I thought about what it might mean to be a jelly-butterfly. I thought about what a gift it is to be able to listen (another aspect of culture shock – adjusting back to English!).
The drive home was long.
I thought about the old man on the bus. He didn’t have a car.
I am extremely fortunate to have been given the life that I have. Fortunate to have spent two years in Prague. Fortunate to have the time to figure out where I’m going next. And none of this is random. These things are gifts from God, both the things that look like blessings and the things that don’t. They’re all part of the cocoon that I’m wrapped up in right now.

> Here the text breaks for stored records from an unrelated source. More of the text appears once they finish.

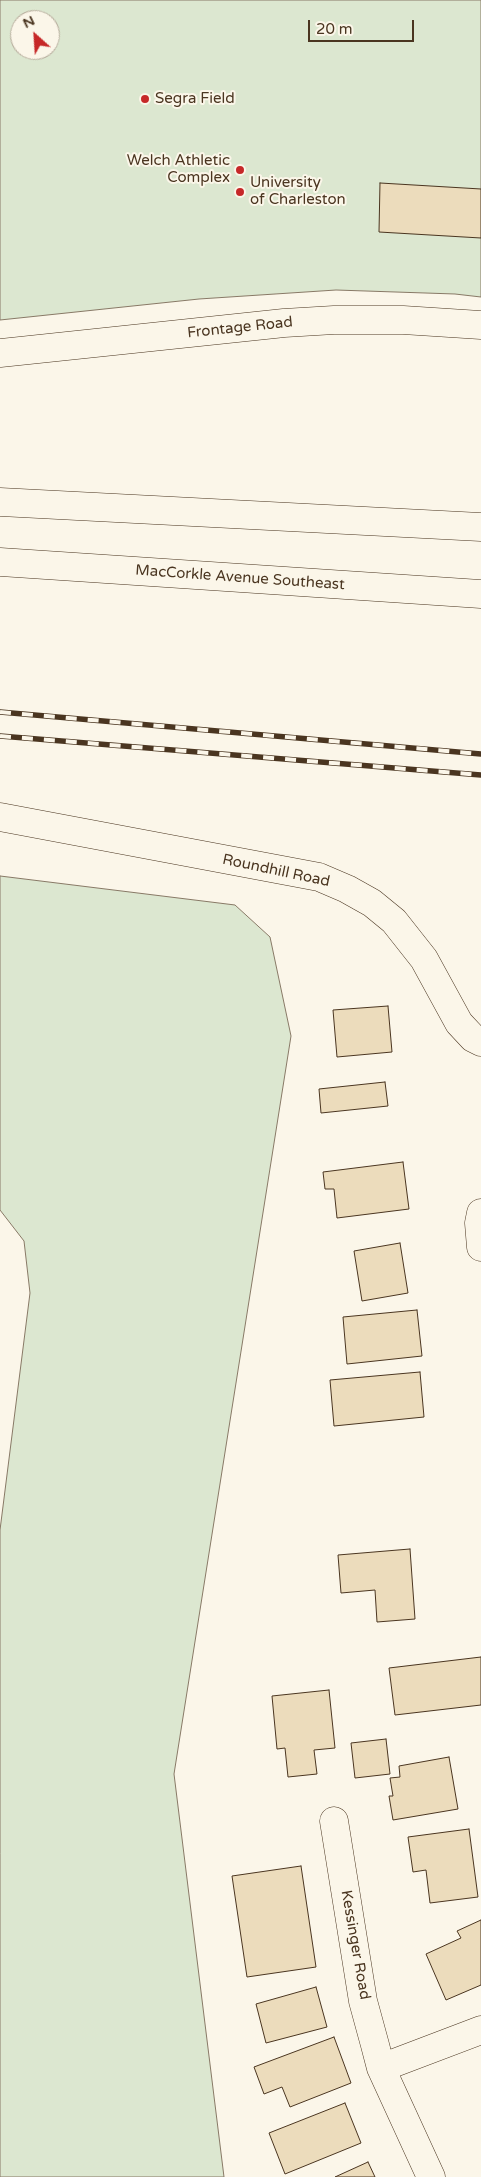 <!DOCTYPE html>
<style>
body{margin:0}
#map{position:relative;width:481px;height:2177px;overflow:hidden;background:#fbf6e9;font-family:"Varela Round",sans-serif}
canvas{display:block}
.north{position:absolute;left:10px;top:10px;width:50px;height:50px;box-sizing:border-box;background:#fbf6e9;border:1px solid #b4a999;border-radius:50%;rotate:334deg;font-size:14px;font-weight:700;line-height:20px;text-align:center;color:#4a3520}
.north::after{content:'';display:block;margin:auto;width:18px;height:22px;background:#c62828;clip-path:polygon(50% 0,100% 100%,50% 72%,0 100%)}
.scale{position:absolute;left:308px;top:20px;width:106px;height:22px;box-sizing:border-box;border:2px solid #4a3520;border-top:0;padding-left:6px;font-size:15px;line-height:18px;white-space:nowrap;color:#4a3520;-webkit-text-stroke:4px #fbf6e9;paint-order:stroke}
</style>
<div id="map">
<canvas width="481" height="2177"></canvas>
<div class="north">N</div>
<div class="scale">20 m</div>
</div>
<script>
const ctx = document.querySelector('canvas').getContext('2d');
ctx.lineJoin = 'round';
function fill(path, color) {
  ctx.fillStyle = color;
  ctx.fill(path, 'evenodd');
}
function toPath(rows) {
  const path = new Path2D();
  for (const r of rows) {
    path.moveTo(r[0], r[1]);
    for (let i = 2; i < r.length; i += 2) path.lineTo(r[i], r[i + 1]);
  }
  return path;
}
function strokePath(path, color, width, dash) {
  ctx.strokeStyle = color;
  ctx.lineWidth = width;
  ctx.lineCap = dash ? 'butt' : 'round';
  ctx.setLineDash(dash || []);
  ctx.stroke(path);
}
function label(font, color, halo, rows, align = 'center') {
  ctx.font = font + ' "Varela Round",sans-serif';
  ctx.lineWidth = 4;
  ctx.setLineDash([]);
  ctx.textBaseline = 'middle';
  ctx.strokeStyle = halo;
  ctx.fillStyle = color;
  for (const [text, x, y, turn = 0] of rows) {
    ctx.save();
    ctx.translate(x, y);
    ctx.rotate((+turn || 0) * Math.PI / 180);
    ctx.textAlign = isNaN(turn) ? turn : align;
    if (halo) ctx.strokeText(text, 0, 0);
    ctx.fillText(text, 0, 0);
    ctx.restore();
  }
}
const green = toPath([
 [0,0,481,0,481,297,455,294,336,290,199,299,0,320,0,0],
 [20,20,50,20,50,50,20,50,20,20],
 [0,876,235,905,270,937,291,1036,174,1774,224,2177,0,2177,0,1530,30,1293,24,1241,0,1210,0,876]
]);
const building = toPath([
 [380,183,481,189,481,238,379,232,380,183],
 [388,1006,392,1052,337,1057,333,1010,388,1006],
 [385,1082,388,1106,321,1113,319,1089,385,1082],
 [403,1162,409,1209,337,1218,334,1189,325,1189,323,1172,403,1162],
 [400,1243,408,1293,362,1301,354,1251,400,1243],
 [417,1310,422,1356,347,1364,343,1317,417,1310],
 [420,1372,424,1417,334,1426,330,1380,420,1372],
 [410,1549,415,1619,377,1622,375,1590,341,1593,338,1555,410,1549],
 [481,1657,481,1705,395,1715,389,1668,481,1657],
 [329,1690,335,1748,314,1750,317,1774,288,1777,285,1748,277,1749,272,1696,329,1690],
 [386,1739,390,1774,355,1778,351,1743,386,1739],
 [449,1757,458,1809,393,1820,389,1796,393,1796,390,1778,400,1777,399,1766,449,1757],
 [469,1829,478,1897,430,1903,426,1870,413,1872,408,1837,469,1829],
 [301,1866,316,1967,247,1977,232,1876,301,1866],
 [481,1920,481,1985,446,2000,426,1954,461,1938,457,1931,481,1920],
 [316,1987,327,2027,266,2043,256,2004,316,1987],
 [334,2037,351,2083,290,2107,282,2087,264,2094,254,2067,334,2037],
 [345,2103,361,2143,285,2174,269,2133,345,2103],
 [368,2162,375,2177,335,2177,368,2162]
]);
const street = toPath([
 [0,353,284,323,334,320,403,320,481,325],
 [0,817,319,877,347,889,372,903,394,921,424,959,459,1023,473,1038,481,1042],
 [481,1213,479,1223,481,1247],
 [334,1821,363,2001,375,2045,381,2068,431,2177],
 [381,2068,481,2030]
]);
const primary = toPath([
 [0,502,481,527],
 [0,562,481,594]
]);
const rail = toPath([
 [0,712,481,754],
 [0,736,481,775]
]);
const markers = [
 [145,99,5,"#c62828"],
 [240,170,5,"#c62828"],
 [240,192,5,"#c62828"]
];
const poiNames = [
 ["Segra Field",155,99],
 ["Welch Athletic",230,161,"right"],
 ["Complex",230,178,"right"],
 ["University",250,183],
 ["of Charleston",250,200]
];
const streetNames = [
 ["Frontage Road",240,328,-6],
 ["MacCorkle Avenue Southeast",240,578,4],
 ["Roundhill Road",276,871,12],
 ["Kessinger Road",355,1945,80]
];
fill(green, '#dce7d0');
strokePath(green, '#887966', 1);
fill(building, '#ecdcbc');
strokePath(building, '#4a3520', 1);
strokePath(street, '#4a3520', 29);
strokePath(primary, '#4a3520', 29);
strokePath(street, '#fbf6e9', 28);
strokePath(primary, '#fbf6e9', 28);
strokePath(rail, '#4a3520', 5.5);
strokePath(rail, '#fbf6e9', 4, [11]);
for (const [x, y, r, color] of markers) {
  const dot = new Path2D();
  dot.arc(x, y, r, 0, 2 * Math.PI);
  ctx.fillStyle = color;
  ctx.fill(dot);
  strokePath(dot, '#fbf6e9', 2);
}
label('15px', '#4a3520', '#fbf6e9', poiNames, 'left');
label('15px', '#4a3520', '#fbf6e9', streetNames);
</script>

I know I’ve come a long way, but I have a lot more to learn. And that’s okay. I have a voice already, but if I listen more than I speak I can strengthen it with broader knowledge and a greater sense of empathy. I can be silent. That’s okay.
I won’t always be lost, but I am right now and that’s okay. I can ask for help, and that’s okay too. And if this winding, wondrous road is what I have to take to reach the feet of my gracious God, it’s a path I delight to take.